One more question, it seems obvious, but just checking: does Yp.tag.test_value outputs the start value of this variable, right?
Yes, it can be defined by providing testval in the variable declares (e.g., pm.Normal(..., testval=...)
, or by the start
karg in the calling of sampling (e.g., pm.sample(..., start=start,...)
) where start
is a dict with the same format as model.test_point
.
for RV in model.basic_RVs:
print(RV.name, RV.logp(model.test_point))
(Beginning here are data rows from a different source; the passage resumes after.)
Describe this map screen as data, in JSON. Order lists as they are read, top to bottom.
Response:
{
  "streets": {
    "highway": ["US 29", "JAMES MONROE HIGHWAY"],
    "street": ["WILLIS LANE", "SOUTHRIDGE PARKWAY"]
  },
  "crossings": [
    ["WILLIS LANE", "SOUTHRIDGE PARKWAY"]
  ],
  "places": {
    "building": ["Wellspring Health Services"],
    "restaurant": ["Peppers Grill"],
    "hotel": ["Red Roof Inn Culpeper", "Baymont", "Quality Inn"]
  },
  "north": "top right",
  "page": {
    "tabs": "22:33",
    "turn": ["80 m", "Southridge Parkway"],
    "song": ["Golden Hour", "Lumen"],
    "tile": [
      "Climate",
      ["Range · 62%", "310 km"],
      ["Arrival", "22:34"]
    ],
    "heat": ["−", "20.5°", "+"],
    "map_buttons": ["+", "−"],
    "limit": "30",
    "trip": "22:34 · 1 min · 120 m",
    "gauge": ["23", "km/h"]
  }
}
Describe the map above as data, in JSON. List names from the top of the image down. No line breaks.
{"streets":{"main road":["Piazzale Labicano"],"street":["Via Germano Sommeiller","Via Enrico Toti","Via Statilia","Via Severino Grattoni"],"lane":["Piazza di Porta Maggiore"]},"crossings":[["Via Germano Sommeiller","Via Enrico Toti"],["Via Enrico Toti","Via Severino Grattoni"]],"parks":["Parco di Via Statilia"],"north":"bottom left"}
Using the procedure you taught me, I got this:
lower_beta_interval__ -1.3862943611198906
upper_beta_interval__ -1.3862943611198906
beta_interval__ -40.20253647247681
beta_gamma_interval__ -4.795859992452562
alpha_gamma_interval__ -1.3862943611198904
gamma_log__ -2.300013578603738
I_interval__ -40.20253647247681
S_interval__ -40.20253647247685
po_interval__ -2.407945608651872
Y -160.51534229164463
Yp -119.61861672892917
Yo -4612.920761723422
M -inf
and
Yp.tag.test_value:
array([608, 608, 608, 608, 608, 608, 608, 608, 608, 608, 608, 608, 608,
608, 608, 608, 608, 608, 608, 608, 608, 608, 608, 608, 608, 608,
608, 608, 608])
Instead of using mz_freq, I used mz_freq.mean(), what solved the problem, even without setting a testval. Thank you very much my friend!
You are welcome! I am glad you find it helpful
@junpenglao, still in this model, I would like to store the sample, but got ValueError: This backend does not support sampler stats. Why would this happen? Thank you in advance!
What backend are you specified in pm.sample
?
db = pm.backends.Text(‘trace’)
trace = pm.sample(5e4, njobs=4, step=[pm.Metropolis(vars=[Y, Yp]), pm.NUTS()], tune=1000, progressbar=True, trace=db)
I see, well I have never work with backend before (and we are thinking of removing it actually), if you want to save it in a file I think there are better ways to do so. @colcarroll?